Kim van Leussen (6745555) & Yara Langeveld (6733506)
Statistics (GEO2-2217) - Assignment 3
Group number 99
Assignment 3
1. Assumptions linear models
In the first assignment, we have created an overall success variable which we used in the
first and second assignment. Now we will have a look at the different dimensions of
success. We will continue with a focus on technological success (variable Techsuccess)

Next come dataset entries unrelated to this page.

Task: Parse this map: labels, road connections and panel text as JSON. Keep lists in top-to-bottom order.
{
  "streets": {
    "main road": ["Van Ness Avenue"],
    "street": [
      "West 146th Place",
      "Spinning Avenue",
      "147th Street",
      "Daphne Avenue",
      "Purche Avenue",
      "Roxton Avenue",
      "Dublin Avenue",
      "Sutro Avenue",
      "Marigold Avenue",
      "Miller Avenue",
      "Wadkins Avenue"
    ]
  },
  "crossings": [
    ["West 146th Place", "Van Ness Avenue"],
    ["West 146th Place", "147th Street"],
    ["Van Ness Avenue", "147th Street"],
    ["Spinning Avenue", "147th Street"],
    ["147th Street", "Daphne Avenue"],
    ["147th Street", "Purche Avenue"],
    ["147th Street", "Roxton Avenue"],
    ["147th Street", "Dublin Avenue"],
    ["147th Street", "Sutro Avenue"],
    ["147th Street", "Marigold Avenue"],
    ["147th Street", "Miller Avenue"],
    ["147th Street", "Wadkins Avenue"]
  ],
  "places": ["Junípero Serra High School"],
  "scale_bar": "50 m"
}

and the ecological success (variable Ecolsuccess). We are going to use two multiple linear
regression analyses to see how different variables affect each of these success dimensions
of projects.
Your dataset contains variables that deal with the characteristics of the project itself, as
well as a number of variables that deal with the project partners and the interaction
among them. In this question we are going to look at the following project characteristics:
- Variable PrevR (Was there a pre-research (of max 1 year)?)
- Variable Duration (Number of months the project lasted)
- Variable Size (The total number of participating organizations. We created this
variable in assignment 21)
And at the following variable that relate to the project partners and their interaction:
- Variable Distance (Geographical distance between partners in KM)
Based on literature, researchers expect that PrevR and Size have a positive relationship
with the two dimensions of success. For Duration and Distance they expect a negative
relationship with the two dimensions of success.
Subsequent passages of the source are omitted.